I am stuck on three small things with this mystery today - and one of them isn't even directly connected. So of course, that's the one really occupying my mind.

When I was at St. Anne's, one of my religion teachers once said, "Think how glorious it would have been to be there, that's why it's in the Glorious Mysteries." I don't know why or what about it made me remember that moment so clearly (except for all the real details of who and where and why). How glorious to see Jesus ascend into the heavens. To see God returning home. To see the promise for us.

So glorious that Luke wrote about it twice, ending the Gospel and beginning the Acts of the Apostles. Neither time in great detail, however. Nothing like the Road to Emaus or the Coming of the Holy Spirit. But it was simultaneously an ending and a beginning, the end of the Follower phase of the apostles' experience and the beginning of their ministry. The beginning of God's grand decision to let us muddle through doctrine and Church policy and how to best spread His Word throughout the world. To leave us alone in the stymy of truth and morality and hope that we remembered the basic tenets of love thy neighbor and could extrapolate the rest out of that.

And normally, that's precisely what I think about. That last in a series of unfathomable choices to our little human minds (also dramatized in a middle school play for St. Anne's once, I believe, or perhaps a story in a homily there - where an angel cross examines Jesus about the decision to leave without having announced Himself globally or even really locally besides about forty people - to have done His greatest work in secret).

But what keeps catching my thoughts is the idea of Doubting Thomas.

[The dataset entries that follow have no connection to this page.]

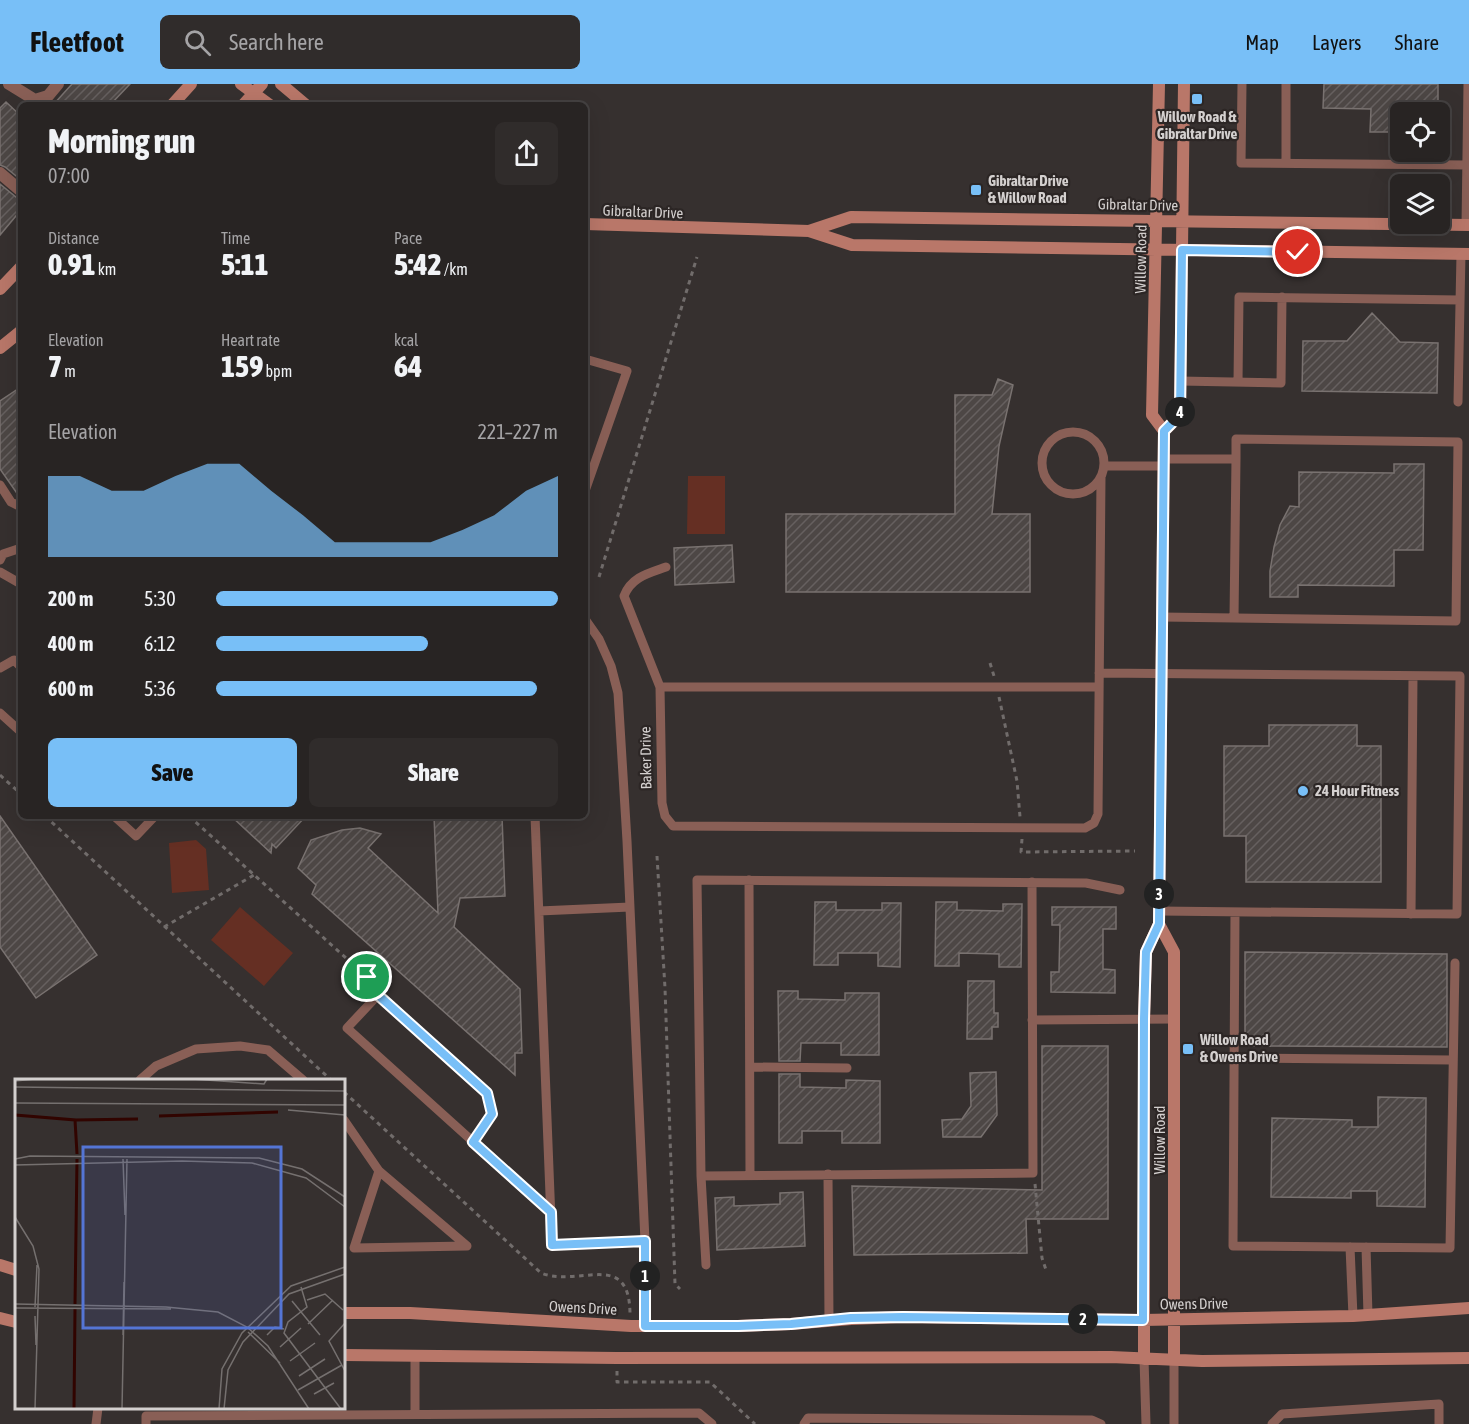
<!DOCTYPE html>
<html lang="en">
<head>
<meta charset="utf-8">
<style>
	body { margin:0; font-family:"Asap Condensed",sans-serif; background:#302c2b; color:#f1f3f6; height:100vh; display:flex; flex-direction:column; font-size:22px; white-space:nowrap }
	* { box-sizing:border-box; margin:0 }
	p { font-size:20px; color:#a5a4a6 }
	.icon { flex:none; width:33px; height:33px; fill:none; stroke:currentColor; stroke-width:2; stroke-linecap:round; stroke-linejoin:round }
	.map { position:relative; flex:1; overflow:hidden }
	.side { position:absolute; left:18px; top:18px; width:570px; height:717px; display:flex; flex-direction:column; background:#282423; border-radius:9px; box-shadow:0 6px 24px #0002,0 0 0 2px #444141 }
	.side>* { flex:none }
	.buttons { position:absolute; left:1390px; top:18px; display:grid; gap:12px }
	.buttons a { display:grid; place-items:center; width:60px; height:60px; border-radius:9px; background:#282423; box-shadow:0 6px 24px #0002,0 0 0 2px #444141; font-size:30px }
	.pin { position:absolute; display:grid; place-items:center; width:51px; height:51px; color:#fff; margin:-26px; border:3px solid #fff; border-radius:50%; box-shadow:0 2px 6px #0007 }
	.km { position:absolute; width:30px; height:30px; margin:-15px; border-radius:50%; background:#222; color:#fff; font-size:16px; line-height:30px; text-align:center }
	.round { display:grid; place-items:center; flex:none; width:63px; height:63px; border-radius:9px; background:#302c2b }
	.summary { display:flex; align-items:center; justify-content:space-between; height:102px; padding:0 30px }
	h1 { font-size:33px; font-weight:800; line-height:45px }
	.metrics { display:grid; grid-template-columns:repeat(3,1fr); gap:9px; height:102px; padding:6px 30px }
	.metrics div { display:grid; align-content:center }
	.metrics b { font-size:30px; font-weight:800 }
	.metrics small { font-size:16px; font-weight:400 }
	.metrics p { font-size:16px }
	.chart { height:168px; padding:12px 30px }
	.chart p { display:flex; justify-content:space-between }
	.chart svg { width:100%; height:108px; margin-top:6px; fill:#78bff7; opacity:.7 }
	.primary-button { display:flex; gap:12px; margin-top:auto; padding:12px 30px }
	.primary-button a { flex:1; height:69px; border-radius:9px; background:#78bff7; color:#111; font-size:24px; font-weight:800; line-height:69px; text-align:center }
	.primary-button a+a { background:#302c2b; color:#f1f3f6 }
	ul { padding:0 30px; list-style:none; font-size:20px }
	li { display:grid; grid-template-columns:96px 72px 1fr; align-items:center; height:45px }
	li i { height:15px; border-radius:8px; background:#78bff7 }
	header { display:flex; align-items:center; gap:36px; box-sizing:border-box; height:84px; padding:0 30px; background:#78bff7; color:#111 }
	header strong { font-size:28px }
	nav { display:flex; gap:33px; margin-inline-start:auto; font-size:21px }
	.search { width:420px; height:54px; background:#302c2b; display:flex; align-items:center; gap:15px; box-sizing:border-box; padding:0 21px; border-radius:9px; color:#a5a4a6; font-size:22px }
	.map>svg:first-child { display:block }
	.pitch { fill:#652f23 }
	.building { fill:url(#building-hatch); stroke:#797270; stroke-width:1.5 }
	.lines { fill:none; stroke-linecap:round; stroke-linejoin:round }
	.path { stroke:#716c6b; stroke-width:3; stroke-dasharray:4.5 4.5; stroke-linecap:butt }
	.lane { stroke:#895f56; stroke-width:9 }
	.street { stroke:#895f56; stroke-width:12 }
	.secondary { stroke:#b97769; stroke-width:12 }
	.route-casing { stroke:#fff; stroke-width:12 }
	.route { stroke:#78bff7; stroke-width:8 }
	.poi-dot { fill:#78bff7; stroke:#2c2625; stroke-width:2 }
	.labels { text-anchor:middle; stroke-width:4.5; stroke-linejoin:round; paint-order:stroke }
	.poi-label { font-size:15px; font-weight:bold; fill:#d4d0cf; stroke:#2c2625; text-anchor:start }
	.street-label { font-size:15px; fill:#d4d0cf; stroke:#2c2625 }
	.inset-river { fill:none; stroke:#310400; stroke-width:3 }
	.inset-road { fill:none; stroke:#75706f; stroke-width:1.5 }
	.view { fill:#5475d5; fill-opacity:0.15; stroke:#5475d5; stroke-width:3 }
	.inset-edge { fill:none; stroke:#d4d0cf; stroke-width:3 }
</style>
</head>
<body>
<header>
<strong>Fleetfoot</strong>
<div class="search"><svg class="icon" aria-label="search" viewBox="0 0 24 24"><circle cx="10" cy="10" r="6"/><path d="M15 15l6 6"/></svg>Search here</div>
<nav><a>Map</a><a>Layers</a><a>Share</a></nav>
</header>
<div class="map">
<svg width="1469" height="1340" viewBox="0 0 1469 1340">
	<defs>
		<pattern id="building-hatch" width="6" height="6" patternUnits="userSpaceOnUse" patternTransform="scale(1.5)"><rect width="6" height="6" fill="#4d4745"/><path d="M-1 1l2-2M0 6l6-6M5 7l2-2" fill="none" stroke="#66605f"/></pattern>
	</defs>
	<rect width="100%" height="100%" fill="#36302f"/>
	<path class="pitch" d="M688 392H725V450H687Z
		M196 756 206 765 209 806 172 809 169 759Z
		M240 823 293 869 264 902 211 856Z"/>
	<path class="building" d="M72 0H130L110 21H53Z
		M1324 0H1438V28H1401V48H1370L1371 25 1323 24Z
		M6 18 21 32V96L5 83 0 81V24Z
		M0 100 16 113 21 115V126L0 151Z
		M1372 229 1400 258 1438 259 1437 309 1302 307 1303 257H1347Z
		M998 295 1013 301 999 362 992 430H1030V508H786V430H955V311H992Z
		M21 303V415L0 385V317Z
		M1394 380H1424L1423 466H1394V502L1298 501V513H1270V487L1274 463 1280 441 1290 422 1299 423V388L1394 389Z
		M732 461 734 498 675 501 674 464Z
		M1269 641H1357V662H1381V798H1246V752H1224V662H1269Z
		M0 732 97 871 36 914 0 863Z
		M231 732H306L276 764 272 760 271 769Z
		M434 732H502L505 812 460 814 454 843 520 905 522 969H515V991L312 810 316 801 298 784 311 756 342 746 360 744 381 750 368 764 438 829Z
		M815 818H836V826H882V819H901L900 883 878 882V869H838V881H814Z
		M936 818H957V826L1003 827V820H1022L1021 883H999V870L959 869V882H935Z
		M1052 823H1116V845H1103V885L1115 886V909L1051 908V888H1059L1060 841H1052Z
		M1245 868 1447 870V963L1245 962Z
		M968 897H994V929H998V943H992V955H967Z
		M778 907H798V915L845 916V909H879V971H841V959H801L800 977H779Z
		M1042 962H1108V1135H1026L1027 1169 854 1171 852 1102 1042 1106Z
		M996 988 997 1031 981 1053H943L942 1036 962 1035 971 1022 970 989Z
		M779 990H800V1003L846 1004V996L880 997V1059H842V1047H802V1059H779Z
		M1378 1013 1426 1014 1425 1123 1377 1122V1107H1351V1114L1271 1113 1272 1034 1352 1036V1043H1378Z
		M803 1108 805 1162 717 1166 715 1114 734 1113V1122L780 1120V1109Z"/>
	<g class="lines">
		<path class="path" d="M599 493 697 173
			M990 579 994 592
			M999 613 1017 697 1020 733
			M0 691 21 710
			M45 732 331 996
			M189 732 367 893 372 902
			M1022 755 1021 768 1135 767
			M657 772 665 904 675 1200 680 1205
			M164 843 254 791
			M344 1008 541 1189C579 1204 629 1165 630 1229
			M1035 1100 1042 1174 1046 1186
			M617 1287V1298H710L755 1340"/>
		<path class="lane" d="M1242 0 1241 79 1467 81
			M1286 79V0
			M1466 141 1468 0
			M585 275 627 287 585 407
			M1180 297 1281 299 1282 213
			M1238 298 1239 213 1460 216
			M1458 318 1461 170
			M1042 379a31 31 0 1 1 62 0a31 31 0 1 1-62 0Z
			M1105 382H1164
			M0 401 11 418 21 423
			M0 476 3 470 21 464
			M666 483C649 489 631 493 624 512L660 603 662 719 665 732 673 742 1085 744 1094 739 1098 730 1101 394
			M0 488 21 500
			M1161 533 1456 537 1458 358 1236 355V375H1164
			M1234 534 1236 375
			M585 535 599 555 611 582 618 609 627 757 645 1157V1242
			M0 584 14 576 21 583
			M1099 589 1460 592 1457 830 1159 827
			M660 603H1099
			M0 629 21 648
			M114 732 136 752 155 732
			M535 732 552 1161 645 1157
			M749 796 750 1091
			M539 827 630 823
			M1235 828 1233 1162 1450 1164 1455 879
			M1411 830 1413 592
			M1032 936 1175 935
			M1235 974 1452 976
			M750 983 847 984
			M140 996 156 982 196 965 240 962 268 966 303 996
			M344 1036 379 1087
			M473 1058 492 1030 487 1009 378 911 347 944 551 1128
			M379 1087 467 1162 354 1164Z
			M828 1090 829 1237
			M701 1092 1033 1089 1032 798
			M1350 1163 1353 1232
			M1366 1163 1368 1231
			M706 1181 701 1092 697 796 1086 799 1120 806
			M415 1271V1330
			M1144 1275 1146 1340
			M1174 1275V1340
			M96 1340 98 1324
			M146 1340V1332L699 1329 712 1340
			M804 1340 808 1334 1092 1336 1101 1340
			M1272 1340 1282 1330 1439 1320V1340"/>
		<path class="street" d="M9 0 35 16 48 12 58 0
			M0 89 21 107"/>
		<path class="secondary" d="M241 0 270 21
			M281 0 306 21
			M172 21 191 0
			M243 21 262 0
			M585 140 809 147 852 161 1469 170
			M809 147 851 133 1469 141
			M0 205 21 183
			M0 264 21 247
			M1164 347 1180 331 1184 0
			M1159 840 1174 868V1275
			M0 1181 16 1186
			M344 1229H410L631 1242H738L791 1240 851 1235 903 1233 1143 1236 1353 1232 1469 1224
			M0 1234 16 1238
			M344 1271 617 1274 1111 1273 1202 1277 1469 1274
			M1144 1275V935L1146 868 1159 840 1164 347 1152 331 1159 0"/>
	</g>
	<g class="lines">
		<g class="route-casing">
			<path id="route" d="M367 893 378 911 487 1009 492 1030 473 1058 551 1128 552 1161 645 1157V1242H738L791 1240 851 1234 903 1233 1143 1236 1144 935 1146 868 1159 840 1164 347 1180 331 1182 166 1298 168"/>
		</g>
		<use href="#route" class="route"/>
	</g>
	<g class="poi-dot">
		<rect x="1191" y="9" width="12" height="12" rx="3"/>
		<rect x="970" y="100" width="12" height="12" rx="3"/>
		<circle cx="1303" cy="707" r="6"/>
		<rect x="1182" y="959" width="12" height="12" rx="3"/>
	</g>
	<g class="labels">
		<g class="poi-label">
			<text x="1197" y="38" text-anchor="middle">Willow Road &amp;<tspan x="1197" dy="17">Gibraltar Drive</tspan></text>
			<text x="988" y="102">Gibraltar Drive<tspan x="988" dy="17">&amp; Willow Road</tspan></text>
			<text x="1315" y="712">24 Hour Fitness</text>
			<text x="1200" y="961">Willow Road<tspan x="1200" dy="17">&amp; Owens Drive</tspan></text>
		</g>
		<g class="street-label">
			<text transform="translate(1138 121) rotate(1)" y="5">Gibraltar Drive</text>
			<text transform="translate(643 128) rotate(2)" y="5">Gibraltar Drive</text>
			<text transform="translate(1141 175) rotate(-89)" y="5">Willow Road</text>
			<text transform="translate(646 674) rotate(-91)" y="5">Baker Drive</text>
			<text transform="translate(1160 1056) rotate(-90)" y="5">Willow Road</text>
			<text transform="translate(1194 1220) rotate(-1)" y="5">Owens Drive</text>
			<text transform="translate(583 1224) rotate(3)" y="5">Owens Drive</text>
		</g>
	</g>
	<g transform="translate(15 995)">
		<rect width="330" height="330" fill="#36302f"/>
		<path class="inset-river" d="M0 36 60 41 62 75M144 37 263 33M60 41 123 40M60 225 62 80M59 330 60 230"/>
		<path class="inset-road" d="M177 0 249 5 252 0M0 2 20 0M0 8 330 12M0 24 330 26M273 31 330 36M0 80 15 77 244 79 287 90 330 118M108 80 110 136M0 86 167 82 237 84 291 99 330 128M0 138 18 167 24 190 20 330M286 208 292 228 273 243 269 254 326 330M292 221 310 215 328 231M277 222 305 256M0 225 151 228 203 233 232 248 253 267 294 330M20 228 22 186M0 229 156 230M20 237 21 266M330 244 314 262 330 292M293 245 318 221M233 253 265 284M108 256 109 203M252 256 260 248 269 250M265 268 286 249M275 282 300 264M284 297 310 280M283 311 327 286M299 315 319 304M107 330 112 80M204 330 207 290 227 254 276 207 330 188M209 330 213 291 228 263 274 215 330 195"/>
		<path class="view" d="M68 68H266V249H68Z"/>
		<rect width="330" height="330" class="inset-edge"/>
	</g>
</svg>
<div class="buttons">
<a><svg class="icon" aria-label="locate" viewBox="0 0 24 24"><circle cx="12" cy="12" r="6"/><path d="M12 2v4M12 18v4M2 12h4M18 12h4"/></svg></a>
<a><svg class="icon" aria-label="layers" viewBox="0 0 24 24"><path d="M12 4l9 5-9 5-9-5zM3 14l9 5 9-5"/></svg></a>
</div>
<div class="pin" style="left:367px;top:893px;background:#1e9e55"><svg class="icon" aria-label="arrive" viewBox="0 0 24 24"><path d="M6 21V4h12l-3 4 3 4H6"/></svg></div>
<div class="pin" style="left:1298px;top:168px;background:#d93025"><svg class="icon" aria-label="check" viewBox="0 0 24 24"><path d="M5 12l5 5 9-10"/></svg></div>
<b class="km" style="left:645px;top:1192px">1</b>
<b class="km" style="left:1083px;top:1235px">2</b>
<b class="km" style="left:1159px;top:810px">3</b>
<b class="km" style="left:1180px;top:328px">4</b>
<section class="side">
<div class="summary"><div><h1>Morning run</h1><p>07:00</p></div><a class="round"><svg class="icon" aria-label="share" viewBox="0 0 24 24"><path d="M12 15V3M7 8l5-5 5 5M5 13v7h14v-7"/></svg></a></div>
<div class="metrics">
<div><p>Distance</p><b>0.91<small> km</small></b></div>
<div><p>Time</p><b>5:11</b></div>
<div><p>Pace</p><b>5:42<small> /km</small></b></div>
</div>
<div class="metrics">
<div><p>Elevation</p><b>7<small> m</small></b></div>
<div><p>Heart rate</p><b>159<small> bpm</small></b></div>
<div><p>kcal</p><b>64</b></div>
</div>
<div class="chart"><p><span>Elevation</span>221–227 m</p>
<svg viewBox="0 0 160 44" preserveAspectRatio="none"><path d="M0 44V11L10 11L20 17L30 17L40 11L50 6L60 6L70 17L80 27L90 38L100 38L110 38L120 38L130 33L140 27L150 17L160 11V44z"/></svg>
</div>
<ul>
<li><b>200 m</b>5:30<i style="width:100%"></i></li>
<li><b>400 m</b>6:12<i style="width:62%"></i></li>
<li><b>600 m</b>5:36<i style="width:94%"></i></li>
</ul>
<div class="primary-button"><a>Save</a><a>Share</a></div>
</section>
</div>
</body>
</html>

Because he really got screwed. Like any of the other disciples wouldn't have looked around at the cramped, rundown (I imagine) little room at all the delirious faces so different than the heartbroken ones he had left and thought that they had gone crazy. Like any of us, after we had our heart broken by faith, would immediately embrace it again on the word of grief-stricken fellow cult members.

I wonder if Thomas spent his entire life looking for the Messiah, if he followed Jesus because he thought they would be delivered from Rome rather than death, if he had already weighed and measure half a dozen false messiahs (which were apparently creeping up everywhere at the time) and found them wanting before he found the real thing. If that is why he was one of the apostles. And I wonder if he felt betrayed by Jesus's apparent end, by death touching God, by the end of the revolution he might have imagined. If that was his real crime, feeling betrayed by God because it didn't turn out like he had believed it would. Like he thought the scriptures had promised him it would.

If his real crime was turning away from God who didn't say what he wanted to hear, what he thought he was getting. When God was strange and thus seemed human and small. If his declaration that he would only believe if he touched His hands and side was Thomas's desperate need not to be fooled again.

And what a moment then, when Jesus came to him. To reward even his lack of faith. To show him that it wasn't what he expected, what he thought he knew to look for, what he had thought he had in his hands - it was something better. Even if it was cruel first.

And the Ascension was the decision that no one else would have that moment as literally again, save the visionaries who usually had faith before the visions. And even they would have less of a literal, physical, actual 'touch my hands and side' moment.

And that was a gift too. Because Jesus told us, blessed are those who have not seen and believe. Blessed are those who can believe in a world outside of their heads, who can believe in the word of others, who can see God's plan and accept it as it is rather than trying to figure it out.

Blessed are they who can choose to love God rather than worship at the throne of a divine king. Blessed are those who return from warning family to lay low, from fear and guilt for putting loved ones in danger, and hear the good news that a victory and a blessing beyond their wildest dreams has occured. Blessed are those who can have faith even though it comes from men and women who look mad, even when it has burned you and those you love so thoroughly already, even though nothing in your life has prepared you for what God really had planned for you.

Blessed are we too that the apostles could come down from that mania and learn to speak in tongues, learn to speak to the world itself. Blessed are we that God chose to spread His message through human means, however flawed, so that we could have that great leap of faith - taking a crazy sounding story from the mouth of someone alight with what can be a frightening power.

Blessed are those who have not seen and yet believe. Blessed are they, mad souls.